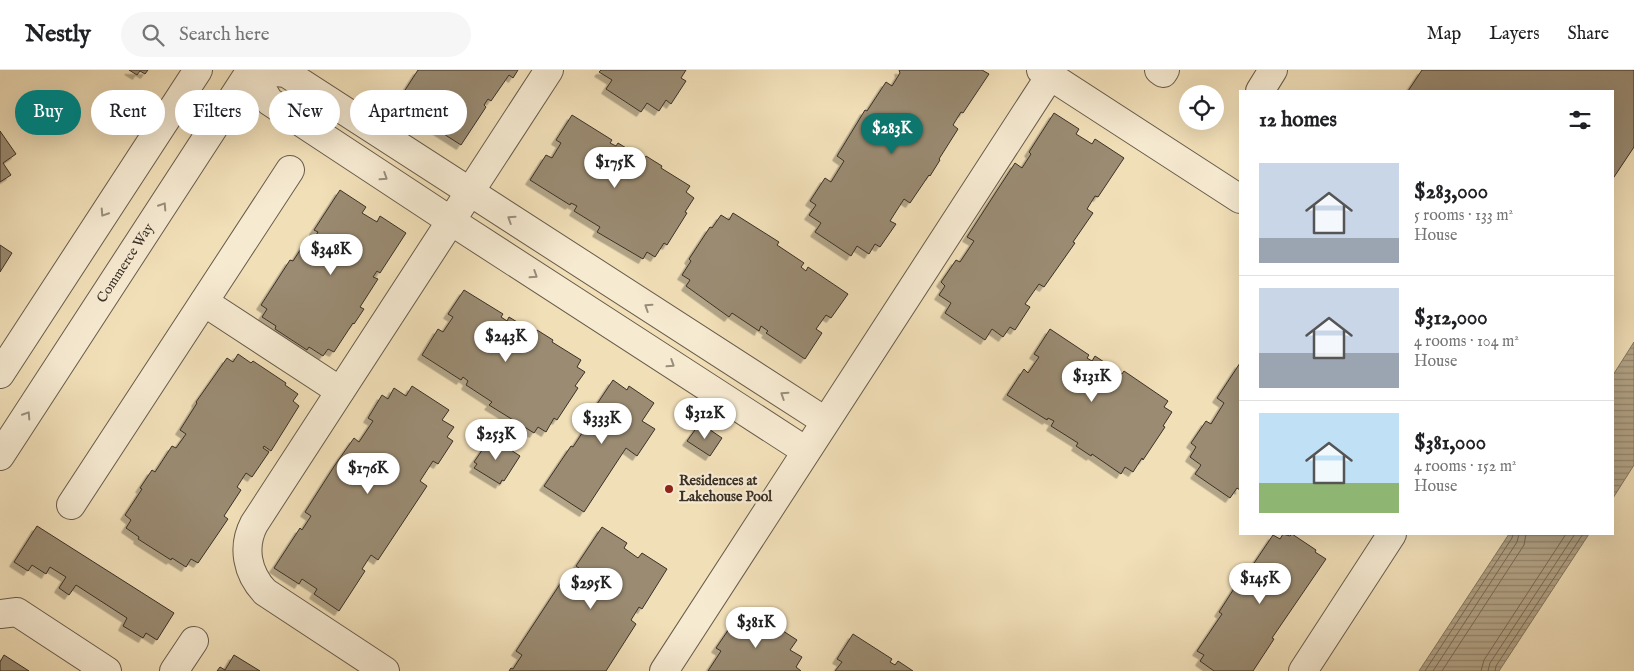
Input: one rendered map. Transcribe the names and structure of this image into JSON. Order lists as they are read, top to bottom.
{
  "streets": {
    "street": ["Commerce Way"]
  },
  "places": ["Residences at Lakehouse Pool"],
  "page": {
    "header": "Nestly",
    "search": "Search here",
    "nav": ["Map", "Layers", "Share"],
    "chip": [
      "Buy",
      "Rent",
      "Filters",
      "New",
      "Apartment"
    ],
    "heading": "12 homes",
    "price": [
      "$283K",
      "$175K",
      "$348K",
      "$243K",
      "$131K",
      "$312K",
      "$333K",
      "$253K",
      "$176K",
      "$145K",
      "$295K",
      "$381K"
    ],
    "list": [
      {
        "name": "$283,000",
        "note": "5 rooms · 133 m² · House"
      },
      {
        "name": "$312,000",
        "note": "4 rooms · 104 m² · House"
      },
      {
        "name": "$381,000",
        "note": "4 rooms · 152 m² · House"
      }
    ]
  }
}
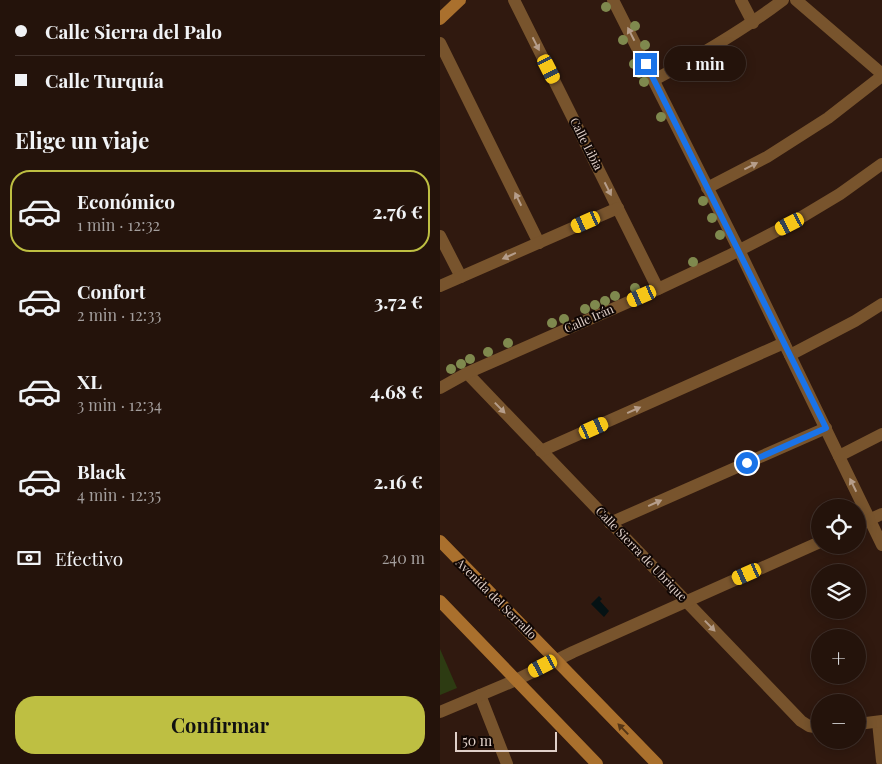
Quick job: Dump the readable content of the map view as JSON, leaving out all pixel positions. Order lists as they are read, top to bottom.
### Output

- - -

The result should be the material above, unchanged and free of pictures; please print it.

Input: one rendered map. Transcribe the names and structure of this image into JSON. Order lists as they are read, top to bottom.
{
  "streets": {
    "street": ["Commerce Way"]
  },
  "places": ["Residences at Lakehouse Pool"],
  "page": {
    "header": "Nestly",
    "search": "Search here",
    "nav": ["Map", "Layers", "Share"],
    "chip": [
      "Buy",
      "Rent",
      "Filters",
      "New",
      "Apartment"
    ],
    "heading": "12 homes",
    "price": [
      "$283K",
      "$175K",
      "$348K",
      "$243K",
      "$131K",
      "$312K",
      "$333K",
      "$253K",
      "$176K",
      "$145K",
      "$295K",
      "$381K"
    ],
    "list": [
      {
        "name": "$283,000",
        "note": "5 rooms · 133 m² · House"
      },
      {
        "name": "$312,000",
        "note": "4 rooms · 104 m² · House"
      },
      {
        "name": "$381,000",
        "note": "4 rooms · 152 m² · House"
      }
    ]
  }
}
Quick job: Dump the readable content of the map view as JSON, leaving out all pixel positions. Order lists as they are read, top to bottom.
### Output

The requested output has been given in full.